The New Yorker
The Saudi Marathon Man
Posted by Amy Davidson
A twenty-year-old man who had been watching the Boston Marathon had his
body torn into by the force of a bomb. He wasn’t alone; a hundred and
seventy-six people were injured and three were killed. But he was the
only one who, while in the hospital being treated for his wounds, had
his apartment searched in “a startling show of force,” as his
fellow-tenants described it to the Boston Herald,
with a “phalanx” of officers and agents and two K9 units. He was the
one whose belongings were carried out in paper bags as his neighbors
watched; whose roommate, also a student, was questioned for five hours
(“I was scared”)
before coming out to say that he didn’t think his friend was someone
who’d plant a bomb—that he was a nice guy who liked sports. “Let me go
to school, dude,” the roommate said later in the day, covering his face
with his hands and almost crying, as a Fox News producer followed him
and asked him, again and again, if he was sure he hadn’t been living
with a killer.
Why the search, the interrogation, the dogs, the bomb squad, and the injured man’s name tweeted out, attached to the word “suspect”? After the bombs went off, people were running in every direction—so was the young man.
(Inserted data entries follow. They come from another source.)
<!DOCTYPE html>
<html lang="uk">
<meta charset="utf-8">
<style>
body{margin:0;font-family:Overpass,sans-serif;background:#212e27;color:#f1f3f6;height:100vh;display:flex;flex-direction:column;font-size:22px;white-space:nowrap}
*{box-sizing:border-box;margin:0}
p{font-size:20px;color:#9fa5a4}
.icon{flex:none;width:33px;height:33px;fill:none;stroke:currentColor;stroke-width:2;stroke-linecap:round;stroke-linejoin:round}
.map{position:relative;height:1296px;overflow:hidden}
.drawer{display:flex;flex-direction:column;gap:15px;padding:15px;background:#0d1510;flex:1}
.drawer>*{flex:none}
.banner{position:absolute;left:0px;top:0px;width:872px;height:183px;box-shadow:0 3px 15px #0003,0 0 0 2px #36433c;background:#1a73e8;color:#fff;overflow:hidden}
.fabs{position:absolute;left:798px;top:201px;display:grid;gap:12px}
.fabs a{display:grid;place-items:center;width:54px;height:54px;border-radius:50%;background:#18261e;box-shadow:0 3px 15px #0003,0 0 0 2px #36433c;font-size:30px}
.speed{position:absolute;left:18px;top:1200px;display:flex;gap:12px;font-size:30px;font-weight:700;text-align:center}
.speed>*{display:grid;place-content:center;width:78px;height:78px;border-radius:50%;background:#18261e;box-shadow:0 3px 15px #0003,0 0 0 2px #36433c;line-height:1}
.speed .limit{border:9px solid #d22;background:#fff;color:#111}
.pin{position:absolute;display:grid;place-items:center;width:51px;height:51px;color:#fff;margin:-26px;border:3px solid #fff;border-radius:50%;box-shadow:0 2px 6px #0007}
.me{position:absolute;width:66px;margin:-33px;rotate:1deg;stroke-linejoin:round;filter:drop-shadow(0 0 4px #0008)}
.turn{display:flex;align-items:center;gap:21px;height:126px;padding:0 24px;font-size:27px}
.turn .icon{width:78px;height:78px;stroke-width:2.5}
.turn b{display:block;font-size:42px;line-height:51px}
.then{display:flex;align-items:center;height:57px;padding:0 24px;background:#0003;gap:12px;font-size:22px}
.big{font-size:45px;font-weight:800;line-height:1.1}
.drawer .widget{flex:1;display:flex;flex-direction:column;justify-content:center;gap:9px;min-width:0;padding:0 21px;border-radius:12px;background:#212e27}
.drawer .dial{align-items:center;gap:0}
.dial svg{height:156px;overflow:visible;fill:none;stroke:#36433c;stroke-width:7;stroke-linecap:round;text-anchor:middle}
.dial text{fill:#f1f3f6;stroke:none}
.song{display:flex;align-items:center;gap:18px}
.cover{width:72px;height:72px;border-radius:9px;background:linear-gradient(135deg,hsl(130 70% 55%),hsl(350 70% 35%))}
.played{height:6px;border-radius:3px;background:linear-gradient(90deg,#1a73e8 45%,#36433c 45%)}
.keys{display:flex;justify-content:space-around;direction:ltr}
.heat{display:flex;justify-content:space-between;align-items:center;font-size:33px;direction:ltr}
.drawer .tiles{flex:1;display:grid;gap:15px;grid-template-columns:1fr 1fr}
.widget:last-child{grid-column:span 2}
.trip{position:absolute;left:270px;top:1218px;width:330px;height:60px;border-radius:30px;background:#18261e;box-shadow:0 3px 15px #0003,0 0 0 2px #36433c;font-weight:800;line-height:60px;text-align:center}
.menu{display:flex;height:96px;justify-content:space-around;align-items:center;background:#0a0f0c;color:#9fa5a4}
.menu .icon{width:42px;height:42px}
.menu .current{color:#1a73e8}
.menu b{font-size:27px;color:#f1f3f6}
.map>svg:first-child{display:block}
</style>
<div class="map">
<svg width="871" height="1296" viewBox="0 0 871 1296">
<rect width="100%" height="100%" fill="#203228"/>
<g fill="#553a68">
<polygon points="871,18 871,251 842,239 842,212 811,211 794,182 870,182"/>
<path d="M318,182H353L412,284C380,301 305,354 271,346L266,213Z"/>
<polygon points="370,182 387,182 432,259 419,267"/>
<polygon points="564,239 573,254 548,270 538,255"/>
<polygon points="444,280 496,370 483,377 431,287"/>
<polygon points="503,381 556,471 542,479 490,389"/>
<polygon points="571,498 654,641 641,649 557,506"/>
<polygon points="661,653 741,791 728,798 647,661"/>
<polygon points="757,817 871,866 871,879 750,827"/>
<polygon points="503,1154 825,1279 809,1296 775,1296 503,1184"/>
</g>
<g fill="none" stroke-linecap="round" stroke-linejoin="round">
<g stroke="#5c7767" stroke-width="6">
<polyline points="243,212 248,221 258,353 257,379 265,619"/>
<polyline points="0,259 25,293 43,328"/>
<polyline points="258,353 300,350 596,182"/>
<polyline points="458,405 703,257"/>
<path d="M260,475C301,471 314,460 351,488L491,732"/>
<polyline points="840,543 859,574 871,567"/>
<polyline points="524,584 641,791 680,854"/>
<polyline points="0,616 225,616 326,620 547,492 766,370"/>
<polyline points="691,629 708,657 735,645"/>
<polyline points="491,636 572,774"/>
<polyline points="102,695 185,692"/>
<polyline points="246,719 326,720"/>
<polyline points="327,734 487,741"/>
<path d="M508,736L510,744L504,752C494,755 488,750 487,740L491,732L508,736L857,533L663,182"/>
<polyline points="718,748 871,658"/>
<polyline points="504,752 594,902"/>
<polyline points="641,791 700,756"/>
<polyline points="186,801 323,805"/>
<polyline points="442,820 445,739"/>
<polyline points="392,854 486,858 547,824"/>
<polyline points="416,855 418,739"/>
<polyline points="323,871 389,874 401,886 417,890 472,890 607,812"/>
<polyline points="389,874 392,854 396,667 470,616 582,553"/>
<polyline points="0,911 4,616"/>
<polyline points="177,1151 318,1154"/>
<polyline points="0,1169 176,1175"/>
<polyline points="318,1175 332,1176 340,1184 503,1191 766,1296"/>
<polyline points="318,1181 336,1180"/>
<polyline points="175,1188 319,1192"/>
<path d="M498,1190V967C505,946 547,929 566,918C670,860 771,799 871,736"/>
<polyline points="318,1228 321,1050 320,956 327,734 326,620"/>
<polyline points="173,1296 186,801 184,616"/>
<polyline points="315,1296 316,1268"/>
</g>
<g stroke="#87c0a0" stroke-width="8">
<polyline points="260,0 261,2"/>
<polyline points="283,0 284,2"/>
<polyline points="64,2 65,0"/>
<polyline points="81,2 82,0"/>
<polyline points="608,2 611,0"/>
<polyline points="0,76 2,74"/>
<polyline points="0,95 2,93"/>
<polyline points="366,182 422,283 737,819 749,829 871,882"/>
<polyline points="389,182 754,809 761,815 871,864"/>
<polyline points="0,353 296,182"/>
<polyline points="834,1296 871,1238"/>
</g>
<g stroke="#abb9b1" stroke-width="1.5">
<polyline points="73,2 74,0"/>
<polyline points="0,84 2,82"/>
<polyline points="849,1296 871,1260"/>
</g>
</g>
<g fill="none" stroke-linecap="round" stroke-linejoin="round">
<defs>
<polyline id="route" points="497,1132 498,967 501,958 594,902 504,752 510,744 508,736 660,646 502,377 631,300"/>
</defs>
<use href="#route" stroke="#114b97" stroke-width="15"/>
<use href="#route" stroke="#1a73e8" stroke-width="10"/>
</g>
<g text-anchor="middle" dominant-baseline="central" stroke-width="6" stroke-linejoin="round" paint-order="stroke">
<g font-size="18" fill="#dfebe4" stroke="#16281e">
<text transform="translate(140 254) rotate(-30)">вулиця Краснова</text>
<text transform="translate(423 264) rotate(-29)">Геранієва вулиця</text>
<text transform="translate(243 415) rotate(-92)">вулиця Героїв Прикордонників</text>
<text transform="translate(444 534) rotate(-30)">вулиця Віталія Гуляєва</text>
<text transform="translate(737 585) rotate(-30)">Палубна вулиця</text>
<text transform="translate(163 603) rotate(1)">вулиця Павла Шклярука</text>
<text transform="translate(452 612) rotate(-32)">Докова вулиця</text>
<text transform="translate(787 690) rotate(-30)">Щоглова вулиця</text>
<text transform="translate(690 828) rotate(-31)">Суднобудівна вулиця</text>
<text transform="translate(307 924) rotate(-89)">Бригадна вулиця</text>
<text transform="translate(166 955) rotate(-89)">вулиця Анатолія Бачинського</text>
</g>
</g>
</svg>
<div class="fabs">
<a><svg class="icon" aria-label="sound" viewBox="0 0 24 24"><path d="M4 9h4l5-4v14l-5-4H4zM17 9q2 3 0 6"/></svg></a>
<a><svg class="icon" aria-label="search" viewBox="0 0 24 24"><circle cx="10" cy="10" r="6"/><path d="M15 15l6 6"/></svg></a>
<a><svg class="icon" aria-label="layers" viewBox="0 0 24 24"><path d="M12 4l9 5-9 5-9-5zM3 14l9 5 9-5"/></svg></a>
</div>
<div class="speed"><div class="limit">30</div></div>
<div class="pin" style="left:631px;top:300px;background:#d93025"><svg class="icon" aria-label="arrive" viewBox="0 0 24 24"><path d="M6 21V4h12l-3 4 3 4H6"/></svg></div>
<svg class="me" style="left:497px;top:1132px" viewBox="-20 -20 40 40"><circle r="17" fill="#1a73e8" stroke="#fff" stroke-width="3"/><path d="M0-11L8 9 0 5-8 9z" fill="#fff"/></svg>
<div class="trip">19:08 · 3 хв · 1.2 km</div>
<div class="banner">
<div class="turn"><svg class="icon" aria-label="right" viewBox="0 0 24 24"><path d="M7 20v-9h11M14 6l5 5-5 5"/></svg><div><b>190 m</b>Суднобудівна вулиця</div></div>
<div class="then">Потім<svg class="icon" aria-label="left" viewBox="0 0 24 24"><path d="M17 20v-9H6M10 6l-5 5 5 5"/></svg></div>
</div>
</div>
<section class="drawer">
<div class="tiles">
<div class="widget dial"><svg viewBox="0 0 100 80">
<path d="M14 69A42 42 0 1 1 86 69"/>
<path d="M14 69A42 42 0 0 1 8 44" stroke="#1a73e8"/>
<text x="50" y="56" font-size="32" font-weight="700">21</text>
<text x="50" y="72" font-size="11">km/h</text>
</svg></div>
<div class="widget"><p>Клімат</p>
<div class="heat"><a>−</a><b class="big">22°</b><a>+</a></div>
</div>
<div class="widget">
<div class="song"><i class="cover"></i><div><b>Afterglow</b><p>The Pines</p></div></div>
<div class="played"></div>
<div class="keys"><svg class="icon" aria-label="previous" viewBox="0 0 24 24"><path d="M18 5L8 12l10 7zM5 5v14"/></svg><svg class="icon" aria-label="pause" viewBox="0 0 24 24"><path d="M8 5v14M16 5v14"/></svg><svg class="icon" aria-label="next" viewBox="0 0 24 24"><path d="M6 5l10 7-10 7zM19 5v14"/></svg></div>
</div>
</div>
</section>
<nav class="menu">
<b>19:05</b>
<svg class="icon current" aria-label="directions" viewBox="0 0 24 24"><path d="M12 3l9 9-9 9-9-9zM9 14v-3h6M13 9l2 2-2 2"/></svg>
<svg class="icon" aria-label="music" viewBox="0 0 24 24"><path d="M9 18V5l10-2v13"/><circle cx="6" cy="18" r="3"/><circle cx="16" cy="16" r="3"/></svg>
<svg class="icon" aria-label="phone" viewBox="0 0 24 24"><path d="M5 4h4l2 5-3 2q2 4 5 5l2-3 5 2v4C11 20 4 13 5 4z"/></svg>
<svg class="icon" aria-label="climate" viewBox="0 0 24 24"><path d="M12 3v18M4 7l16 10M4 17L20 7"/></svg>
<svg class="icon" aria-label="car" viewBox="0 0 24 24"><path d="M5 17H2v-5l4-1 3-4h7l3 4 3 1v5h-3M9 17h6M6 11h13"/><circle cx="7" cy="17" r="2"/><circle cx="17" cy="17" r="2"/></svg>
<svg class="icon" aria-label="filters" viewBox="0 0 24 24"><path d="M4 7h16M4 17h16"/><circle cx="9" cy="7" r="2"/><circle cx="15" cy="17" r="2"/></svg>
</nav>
Many, like him, were hurt badly; many of them were saved by the unflinching kindness of strangers, who carried them or stopped the bleeding with their own hands and improvised tourniquets. “Exhausted runners who kept running to the nearest hospital to give blood,” President Obama said. “They helped one another, consoled one another,” Carmen Ortiz, the U.S. Attorney for Massachusetts, said. In the midst of that, according to a CBS News report, a bystander saw the young man running, badly hurt, rushed to him, and then “tackled” him, bringing him down. People thought he looked suspicious.